Actually, yes: there are crepes in Trapped in a Dating Sim (episode five) and Chivalry of a Failed Knight (episode three). So, granted, the stakes could have been higher — the adventure and the comedy more balanced — but it’s okay that they weren’t, because those series already exist, and I don’t expect a balance of flavours when I order an all-icing cake. Isekai Cheat Skill went overboard, but at least it fell off on the warm and charming side. I have tried to rewatch episodes without smiling, and I fail every time.
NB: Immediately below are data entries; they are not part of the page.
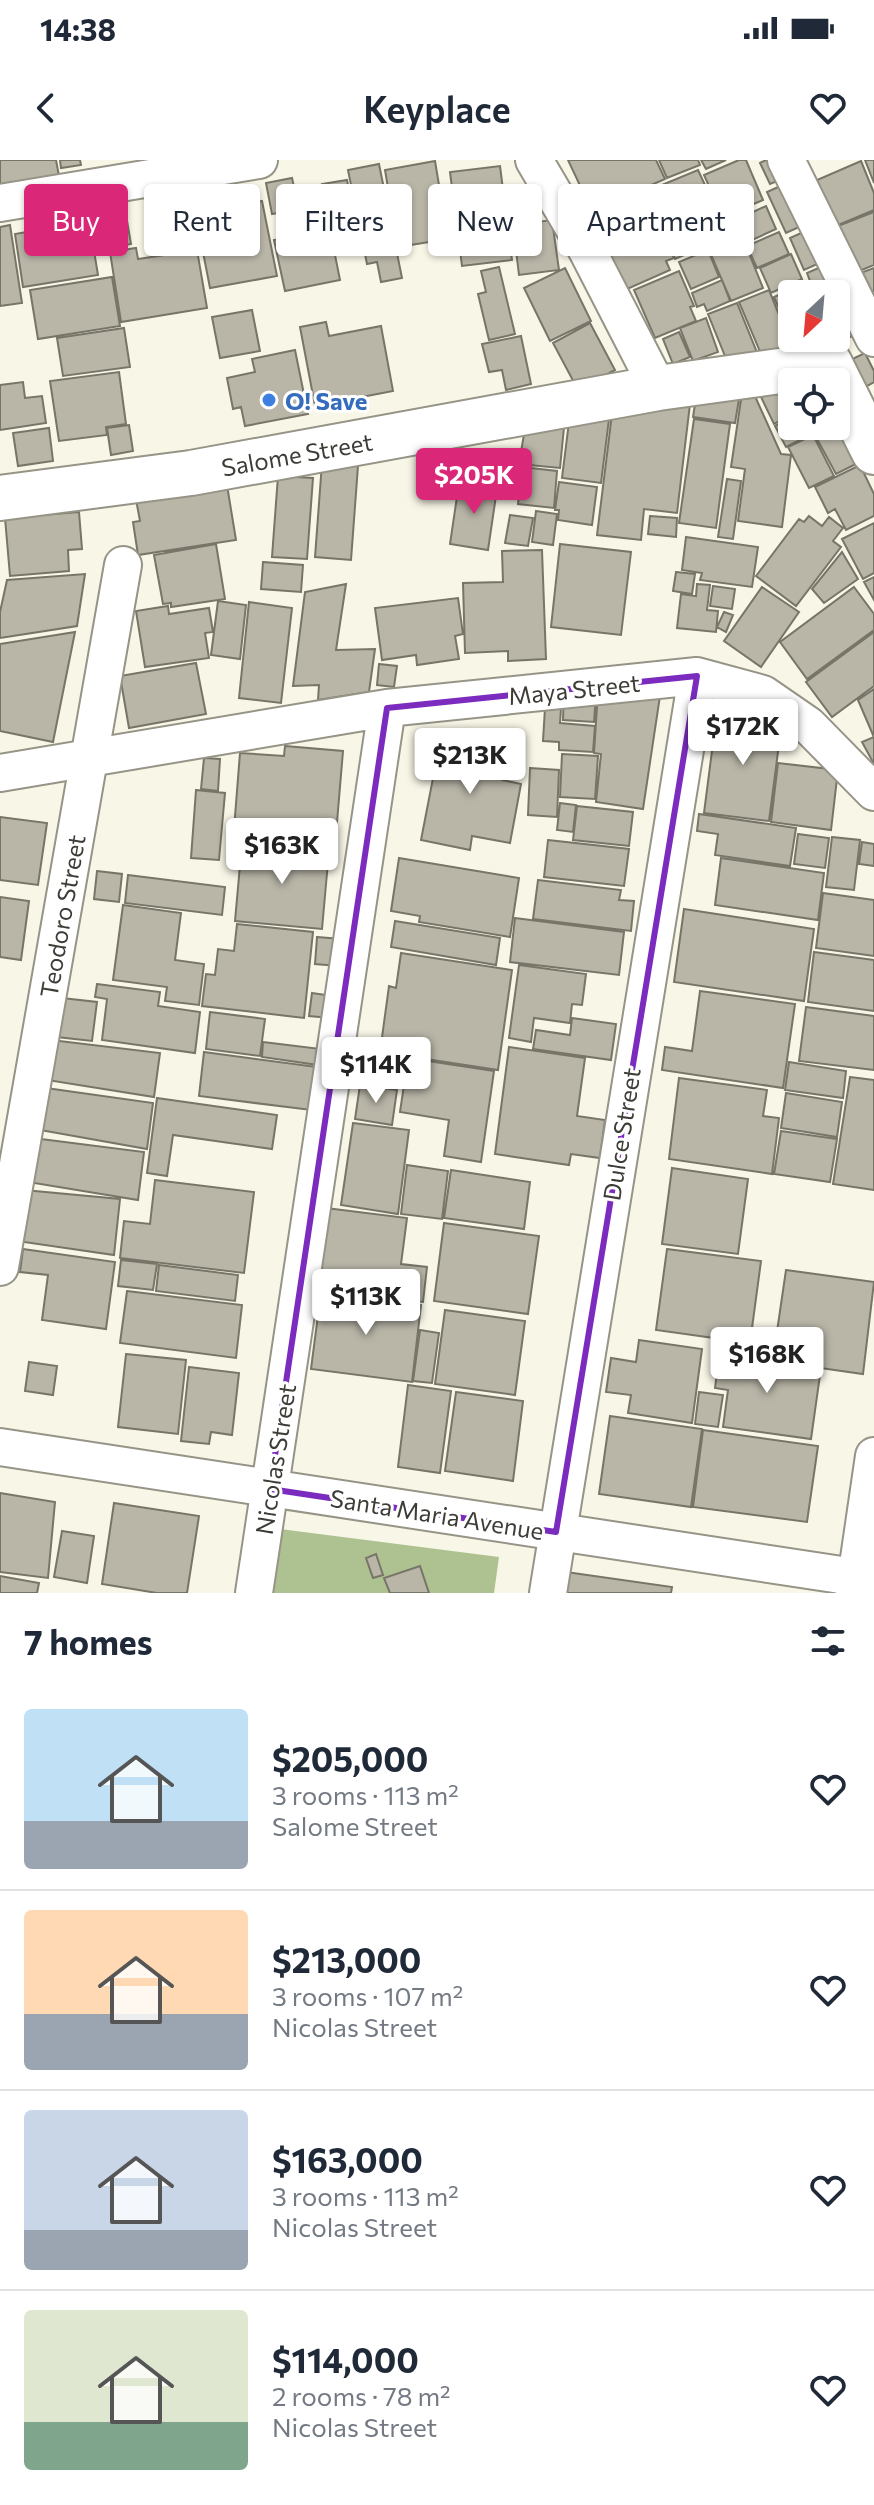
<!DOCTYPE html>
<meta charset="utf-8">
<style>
body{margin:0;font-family:Commissioner,sans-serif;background:#f2f2f3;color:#1f2937;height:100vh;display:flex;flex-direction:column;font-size:30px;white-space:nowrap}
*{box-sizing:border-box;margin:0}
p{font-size:26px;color:#747a83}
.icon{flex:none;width:44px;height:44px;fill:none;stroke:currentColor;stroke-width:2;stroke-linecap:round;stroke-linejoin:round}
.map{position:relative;height:1433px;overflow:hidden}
.details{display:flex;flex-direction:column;background:#fff;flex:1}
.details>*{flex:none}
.hud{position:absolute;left:24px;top:24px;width:826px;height:72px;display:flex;gap:16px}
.needle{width:52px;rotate:206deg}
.controls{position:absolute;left:778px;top:120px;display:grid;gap:16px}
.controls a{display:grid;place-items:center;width:72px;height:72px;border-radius:8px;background:#fff;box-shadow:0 2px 6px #0004;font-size:40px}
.price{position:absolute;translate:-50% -68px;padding:0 18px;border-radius:8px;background:#fff;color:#222;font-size:26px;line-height:52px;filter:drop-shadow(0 2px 4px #0008)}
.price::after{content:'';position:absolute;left:50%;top:48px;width:24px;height:18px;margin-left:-12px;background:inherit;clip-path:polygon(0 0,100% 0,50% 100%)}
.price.selected{background:#db2777;color:#fff}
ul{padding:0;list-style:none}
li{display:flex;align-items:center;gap:24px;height:200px;padding:0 24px}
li+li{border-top:2px solid #e0e1e3}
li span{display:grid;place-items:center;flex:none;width:224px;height:160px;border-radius:8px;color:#555}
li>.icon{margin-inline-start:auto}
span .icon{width:96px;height:96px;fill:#fffc;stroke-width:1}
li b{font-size:34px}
h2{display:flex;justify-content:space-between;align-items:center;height:96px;padding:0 24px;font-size:34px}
.pill{padding:0 28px;border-radius:8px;background:#fff;box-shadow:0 2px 6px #0004;font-size:28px;line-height:72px}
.pill.selected{background:#db2777;color:#fff}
.status{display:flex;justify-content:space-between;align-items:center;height:56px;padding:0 40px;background:#fff;direction:ltr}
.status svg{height:22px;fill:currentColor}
header{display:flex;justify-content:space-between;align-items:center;height:104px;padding:0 24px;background:#fff;font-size:36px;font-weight:600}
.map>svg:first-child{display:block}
</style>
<div class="status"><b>14:38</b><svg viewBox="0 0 49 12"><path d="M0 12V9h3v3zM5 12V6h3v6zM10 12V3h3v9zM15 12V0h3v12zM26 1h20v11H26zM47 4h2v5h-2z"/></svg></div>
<header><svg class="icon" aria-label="back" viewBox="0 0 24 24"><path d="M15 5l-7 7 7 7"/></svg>Keyplace<svg class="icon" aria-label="heart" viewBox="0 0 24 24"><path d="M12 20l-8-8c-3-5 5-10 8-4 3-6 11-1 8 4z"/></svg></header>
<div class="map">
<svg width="874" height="1433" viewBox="0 0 874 1433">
<rect width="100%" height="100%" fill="#f8f6e7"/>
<path fill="#aec291" d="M280 1369 499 1397 494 1433H272Z"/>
<path fill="#b9b6a8" stroke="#777568" stroke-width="2" d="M0 0H56L59 16 0 26Z
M60 0H80L81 5 61 8Z
M568 0H656L665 19 592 51Z
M659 0H698L700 5 667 18Z
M701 0H726L706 9Z
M739 0H746L763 40 737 51 744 69 731 75 704 15Z
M766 0H780L787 17 770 24 760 3Z
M865 0H874V23Z
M435 1 448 79 398 87 385 10Z
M861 1 874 33V50L836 66 817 20Z
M379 4 402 118 381 122 377 102 367 104 348 10Z
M500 6 512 100 462 106 450 12Z
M698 10 711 38 664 57 652 29Z
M292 18 299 49 272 54 266 23Z
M347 20 356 66 331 71 322 24Z
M789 22 808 63 786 73 767 32Z
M179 28 184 57 152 62 147 33Z
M651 28 664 58 604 84 590 55Z
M123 37 131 84 100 90 92 42Z
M713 39 729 76 675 99 659 62Z
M262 41 277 116 210 128 202 87 215 85 208 51Z
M766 46 776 69 750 81 740 58Z
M874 52V105L857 112 838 66Z
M552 60 559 110 519 115 513 65Z
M89 61 98 115 23 127 15 74Z
M10 65 22 143 0 146V67Z
M659 67 674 98 666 101 670 110 625 130 607 90Z
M810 69 824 101 804 110 790 78Z
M330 70 340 120 285 131 274 80Z
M779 72 789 94 757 108 747 86Z
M742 76 763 128 731 141 709 90Z
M136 88 138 99 197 90 207 148 121 162 110 92Z
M708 90 719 117 691 129 679 102Z
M791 94 802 119 771 133 760 108Z
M830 103 836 134H792V159L785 162 774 137 810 121 807 113Z
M499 107 515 174 489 180 478 134 486 132 481 111Z
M565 108 591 161 550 181 524 128Z
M874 108V131L863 135 855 115Z
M679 111 694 146 690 147 696 161 655 178 634 130Z
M112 117 120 166 38 179 30 130Z
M722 120 730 141 707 151 704 144 697 147 692 133Z
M769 130 793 189 764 201 739 142Z
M847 138 862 172 802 197 794 178H836V143Z
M737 143 758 195 729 206 708 154Z
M252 150 260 191 220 198 212 157Z
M706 158 718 192 693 201 680 168Z
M326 162 329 176 381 166 393 231 315 246 300 167Z
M590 163 615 210 578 230 553 183Z
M124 168 130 207 63 216 57 178Z
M679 172 690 197 673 204 663 179Z
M521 176 531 224 506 230 502 210 489 212 482 184Z
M295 190 308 254 245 266 241 247 233 249 227 218 255 212 252 199Z
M865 193 874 211V222L860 230 846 202Z
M119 212 126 264 106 267 107 275 59 281 50 221Z
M23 222 25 238 42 236 46 263 0 270V225Z
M792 229V255L774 264 761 237Z
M697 232 739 239 735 263 693 257Z
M742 233 754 234 781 294 791 295 782 367 738 361 745 309 731 307Z
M690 244 677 353 644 349 641 380 597 375 612 254Z
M570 254 609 259 601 323 562 318Z
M565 257 560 308 519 304 525 268Z
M792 258V266H810L814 273 786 287 775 266Z
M694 259 730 264 716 368 679 363Z
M841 264 860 302 836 314 816 277Z
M129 265 133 291 111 295 107 268Z
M49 268 53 301 18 306 13 273Z
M813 275 834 316 809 328 788 287Z
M322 303 358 306 351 400 315 397Z
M860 305 874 334V356L846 370 835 349 828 353 815 327Z
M522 307 557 311 554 348 518 344Z
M278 316 313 318 307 399 272 397Z
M226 319 236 380 138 395 133 362 140 361 135 334Z
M727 319 741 321 733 379 718 377Z
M559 322 597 327 592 365 558 360 559 350H555Z
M459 323 497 329 488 390 450 384Z
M536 351 557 354 553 385 532 382Z
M79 352 82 389 68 390 69 411 10 416 5 358Z
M510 355 533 358 528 386 505 383Z
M650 356 677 358 676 377 648 374Z
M809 356 822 366 829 357 843 368 833 381 841 387 796 446 756 416 799 359 804 362Z
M874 363V413L863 419 842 379Z
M686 377 758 387 752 427 700 420 702 413 682 410Z
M216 384 225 439 171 447V443L163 444 154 395Z
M560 384 631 392 621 475 551 467Z
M542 390 546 499 508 501V491L465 493 463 423 503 422 502 391Z
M842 392 858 419 824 443 812 429Z
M263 402 303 405 301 432 261 429Z
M676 412 695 414 692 434 673 431Z
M85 414 77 466 0 478V452L7 420Z
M874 417V440L864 422Z
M346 424 336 490 375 489 369 532 318 540 319 525 293 526 305 432Z
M697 424 710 425 707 450 718 451 716 472 677 468 681 434 696 436Z
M713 426 735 429 732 449 710 446Z
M762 427 799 452 761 507 724 481Z
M854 427 874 454V470L807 519 780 482Z
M458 438 463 474 455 476 459 499 417 505 416 495 382 500 375 448Z
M218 441 246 445 240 499 211 495Z
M249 442 292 448 281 543 239 538Z
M168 446 169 454 209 448 213 472 205 473 209 498 145 507 136 451Z
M724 452 733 455 726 472 717 467Z
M75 472 53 582 0 571V484Z
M874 472V526L832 557 806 522Z
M196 503 206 554 129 568 120 516Z
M379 504 397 506 394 527 377 525Z
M874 529V574L873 575 858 540Z
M564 531 596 533 594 562 563 560Z
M598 531 660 536 643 649 596 642 601 594 594 593Z
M545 548 561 549 560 563 595 566 593 592 559 590V582L543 581Z
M717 552 782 561 769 661 704 653Z
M441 577 508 589 502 620 521 624 510 683 472 676 470 690 421 680Z
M874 577V604L862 582Z
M285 586 343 591 335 686 277 681V673L234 669 240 593 284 596Z
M562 594 598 596 595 639 560 637Z
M204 598 220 599 218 631 201 629Z
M778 603 838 610 831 670 771 662Z
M530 608 559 610 557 657 528 655Z
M196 630 225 633 219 700 191 698Z
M560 643 576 645 573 672 557 670Z
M577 646 633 652 629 686 573 680Z
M699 654 796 668 790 706 715 695 718 674 697 671Z
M0 657 47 663 38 725 0 720Z
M798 674 829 678 825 708 794 704Z
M832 677 860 680 854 730 826 727Z
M548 680 629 689 624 726 544 717Z
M862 682 874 684V706L859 704Z
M242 683 329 691 322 769 235 761Z
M399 698 519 718 510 777 419 762 420 756 391 751Z
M721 698 824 713 818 760 715 745Z
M97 711 122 714 119 742 94 739Z
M128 715 225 727 222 755 125 743Z
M538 720 621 730 619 740 634 741 631 771 533 759Z
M823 733 874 740V796L816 788Z
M0 737 29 741 21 800 0 797Z
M123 745 181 753 175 800 204 804 199 845 165 841 167 827 113 820Z
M684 749 814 769 804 841 674 822Z
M515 758 624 772 619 815 510 802Z
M395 761 500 778 496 805 391 787Z
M237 764 313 772 304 858 202 846 206 814 215 815 218 789 234 791Z
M317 777 341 779 338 806 315 804Z
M814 792 874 800V851L808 842Z
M401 793 512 810 498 910 380 892 389 826 396 828Z
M519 805 586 814 582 845 572 844 570 863 534 858 531 882 509 878Z
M97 824 160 832 158 846 200 852 195 893 102 880 107 839 95 837Z
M700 831 795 844 783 928 662 910 665 887 692 891Z
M312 833 333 836 330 858 309 856Z
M62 838 97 842 92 881 57 877Z
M806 847 874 856V910L799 901Z
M210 852 265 859 260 896 206 889Z
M572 858 616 864 611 900 533 889 536 870 570 875Z
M51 880 160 893 154 937 47 920Z
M263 882 321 889 318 905 262 897Z
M509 887 585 898 577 956 605 960 600 998 571 994 569 1005 495 994Z
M204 892 317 907 311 950 199 936Z
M408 898 494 911 481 1002 444 996 449 960 400 952Z
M789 902 846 911 843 938 785 930Z
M850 917 874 920V1030L833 1024Z
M679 918 767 930 763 956 779 958 772 1014 669 999Z
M360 925 397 930 392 965 355 959Z
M46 928 153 943 147 989 40 970Z
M786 933 842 942 837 977 781 968Z
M157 938 277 955 272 989 173 975 167 1016 147 1013Z
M353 963 409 970 398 1054 341 1045Z
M781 971 837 979 830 1022 774 1014Z
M33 978 144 992 138 1040 28 1022Z
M407 1005 448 1011 442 1059 401 1054Z
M672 1008 748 1019 738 1094 662 1084Z
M451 1010 530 1022 524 1069 444 1058Z
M155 1020 254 1032 244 1113 120 1098 124 1061 150 1064Z
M24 1030 120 1039 114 1095 17 1081Z
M326 1048 407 1058 401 1104 427 1107 423 1142 316 1129Z
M444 1063 539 1076 528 1154 434 1141Z
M23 1089 115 1102 106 1169 42 1160 48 1115 20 1112Z
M667 1089 761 1101 750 1183 656 1170Z
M121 1100 157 1104 153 1130 118 1126Z
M159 1105 238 1115 235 1141 156 1131Z
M786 1110 874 1122 863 1214 813 1207 815 1198 774 1192Z
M127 1131 242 1145 236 1198 120 1183Z
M321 1132 421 1145 412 1222 311 1209Z
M445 1150 525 1161 515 1235 435 1224Z
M420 1170 439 1173 432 1223 413 1221Z
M639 1180 702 1189 692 1263 628 1253 631 1235 606 1232 611 1198 636 1202Z
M720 1189 781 1197 779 1209 820 1215 811 1279 723 1267 728 1230 715 1228Z
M126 1194 186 1200 178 1274 118 1267Z
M29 1202 57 1206 53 1235 25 1231Z
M189 1207 239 1213 232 1275 211 1272 209 1284 181 1281Z
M408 1225 451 1231 440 1313 398 1307Z
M456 1232 523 1241 513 1321 445 1311Z
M699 1232 723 1235 718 1267 695 1264Z
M610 1256 702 1269 691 1347 599 1334Z
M703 1270 818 1286 807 1362 693 1347Z
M0 1333 55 1342 48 1418 0 1412Z
M114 1343 199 1356 187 1433H157L102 1424Z
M62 1371 94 1376 87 1423 54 1417Z
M376 1394 383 1415 373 1418 366 1398Z
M420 1406 429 1433H390L384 1418Z
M559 1411 672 1427 671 1433H556Z
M0 1416 39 1423 37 1433H0Z"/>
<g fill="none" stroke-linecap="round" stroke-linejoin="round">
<g stroke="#969486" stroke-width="40">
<path id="street" d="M534 0 587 90 658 228
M786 0 874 178
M0 43 259 0
M0 613 387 548 697 516 763 534 808 565 874 632
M0 1107 123 405
M0 1287 874 1420
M254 1433 387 548
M548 1433 697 516
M854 1433 874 1296"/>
</g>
<g stroke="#969486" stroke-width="48">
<path id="secondary" d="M0 338 191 313 658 228 830 204 874 292"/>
</g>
<use href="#street" stroke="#fff" stroke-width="36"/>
<use href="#secondary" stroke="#fff" stroke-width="44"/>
</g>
<path fill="none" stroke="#7b2cbf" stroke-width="6" stroke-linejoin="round" d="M697 516 556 1372 270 1329 387 548Z"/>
<circle fill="#3f7fe0" stroke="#fff" stroke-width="3" cx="269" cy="240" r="8"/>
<g text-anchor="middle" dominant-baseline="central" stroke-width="6" stroke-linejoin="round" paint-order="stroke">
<g font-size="24" font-weight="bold" fill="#366cbe" stroke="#fff" text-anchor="start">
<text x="285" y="240">O! Save</text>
</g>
<g font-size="24" fill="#3d3c36" stroke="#fff">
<text transform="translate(297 294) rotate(-10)">Salome Street</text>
<text transform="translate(574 529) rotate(-6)">Maya Street</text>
<text transform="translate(62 756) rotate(-80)">Teodoro Street</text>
<text transform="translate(621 974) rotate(-81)">Dulce Street</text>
<text transform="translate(275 1299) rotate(-81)">Nicolas Street</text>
<text transform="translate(437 1354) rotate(9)">Santa Maria Avenue</text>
</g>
</g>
</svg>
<div class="controls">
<a><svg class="needle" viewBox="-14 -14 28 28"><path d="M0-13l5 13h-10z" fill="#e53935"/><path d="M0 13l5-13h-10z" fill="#747a83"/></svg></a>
<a><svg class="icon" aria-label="locate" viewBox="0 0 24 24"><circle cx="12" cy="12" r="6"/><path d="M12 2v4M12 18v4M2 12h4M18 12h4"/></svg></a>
</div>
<b class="price selected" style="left:474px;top:356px">$205K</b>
<b class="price" style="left:743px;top:607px">$172K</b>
<b class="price" style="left:470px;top:636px">$213K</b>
<b class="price" style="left:282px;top:726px">$163K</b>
<b class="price" style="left:376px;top:945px">$114K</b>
<b class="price" style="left:366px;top:1177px">$113K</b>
<b class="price" style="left:767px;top:1235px">$168K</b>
<div class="hud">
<a class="pill selected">Buy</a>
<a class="pill">Rent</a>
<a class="pill">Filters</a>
<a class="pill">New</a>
<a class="pill">Apartment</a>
</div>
</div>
<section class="details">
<h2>7 homes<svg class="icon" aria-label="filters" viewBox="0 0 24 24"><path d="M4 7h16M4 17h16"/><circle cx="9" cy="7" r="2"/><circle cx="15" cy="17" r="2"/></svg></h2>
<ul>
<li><span style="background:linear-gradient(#bfe0f5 70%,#9aa5b1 0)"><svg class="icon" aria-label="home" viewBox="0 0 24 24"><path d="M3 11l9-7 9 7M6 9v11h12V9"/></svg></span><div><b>$205,000</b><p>3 rooms · 113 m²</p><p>Salome Street</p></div><svg class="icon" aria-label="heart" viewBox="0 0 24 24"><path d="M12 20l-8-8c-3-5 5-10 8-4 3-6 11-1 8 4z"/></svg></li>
<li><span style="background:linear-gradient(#ffd9b3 65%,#9aa5b1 0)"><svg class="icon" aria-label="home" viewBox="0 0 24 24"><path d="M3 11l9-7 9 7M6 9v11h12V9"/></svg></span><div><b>$213,000</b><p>3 rooms · 107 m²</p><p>Nicolas Street</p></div><svg class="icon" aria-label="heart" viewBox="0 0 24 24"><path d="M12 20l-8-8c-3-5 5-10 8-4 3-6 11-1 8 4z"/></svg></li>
<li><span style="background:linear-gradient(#c9d6e8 75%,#9aa5b1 0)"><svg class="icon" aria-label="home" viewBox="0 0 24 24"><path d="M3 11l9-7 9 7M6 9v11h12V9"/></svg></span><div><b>$163,000</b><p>3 rooms · 113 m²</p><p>Nicolas Street</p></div><svg class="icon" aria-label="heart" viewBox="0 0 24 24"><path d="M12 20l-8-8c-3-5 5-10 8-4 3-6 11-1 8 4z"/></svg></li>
<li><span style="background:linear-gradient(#dfe7d0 70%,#7fa58c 0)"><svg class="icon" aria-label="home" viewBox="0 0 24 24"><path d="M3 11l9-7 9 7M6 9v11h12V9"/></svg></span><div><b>$114,000</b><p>2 rooms · 78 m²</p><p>Nicolas Street</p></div><svg class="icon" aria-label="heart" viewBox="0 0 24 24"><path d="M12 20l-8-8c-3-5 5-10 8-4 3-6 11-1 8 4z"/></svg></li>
</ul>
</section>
(For the record, I fail as soon as Kaede, the redhead, enters the frame in the opening credits. Watch episode five; gaze into those enormous vermilion eyes: you can really tell when both of Kaede’s brain cells are operating at maximum capacity.)

With a good-natured hero and a pleasing eagerness to let good things happen to him, Isekai Cheat Skill consistently achieves a kind of easygoing joyfulness that shows with bigger budgets and more reputable pedigrees have struggled to deliver even once. In an age of irony, it’s Candide minus the irony: every episode is a beach episode, every girl is the best girl, and all is for the best in the best of all possible fantasy worlds.